Repeat the data that follows, keeping every character intact.

━━ Dataset records ━━

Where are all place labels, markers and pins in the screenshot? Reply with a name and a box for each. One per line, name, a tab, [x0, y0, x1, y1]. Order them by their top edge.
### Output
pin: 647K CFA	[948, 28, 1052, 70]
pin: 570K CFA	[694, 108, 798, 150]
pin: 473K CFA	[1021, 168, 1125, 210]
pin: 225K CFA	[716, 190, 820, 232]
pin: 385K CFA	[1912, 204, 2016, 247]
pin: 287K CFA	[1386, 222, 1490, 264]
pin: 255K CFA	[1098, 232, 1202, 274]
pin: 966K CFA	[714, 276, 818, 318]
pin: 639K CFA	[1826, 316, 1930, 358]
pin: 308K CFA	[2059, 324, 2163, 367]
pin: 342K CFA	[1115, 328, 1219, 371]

━━━

The completed task:
Where are all place labels, markers and pins in the screenshot? Reply with a name and a box for each. One per line, name, a tab, [x0, y0, x1, y1]. Order them by their top edge.
### Output
pin: 647K CFA	[948, 28, 1052, 70]
pin: 570K CFA	[694, 108, 798, 150]
pin: 473K CFA	[1021, 168, 1125, 210]
pin: 225K CFA	[716, 190, 820, 232]
pin: 385K CFA	[1912, 204, 2016, 247]
pin: 287K CFA	[1386, 222, 1490, 264]
pin: 255K CFA	[1098, 232, 1202, 274]
pin: 966K CFA	[714, 276, 818, 318]
pin: 639K CFA	[1826, 316, 1930, 358]
pin: 308K CFA	[2059, 324, 2163, 367]
pin: 342K CFA	[1115, 328, 1219, 371]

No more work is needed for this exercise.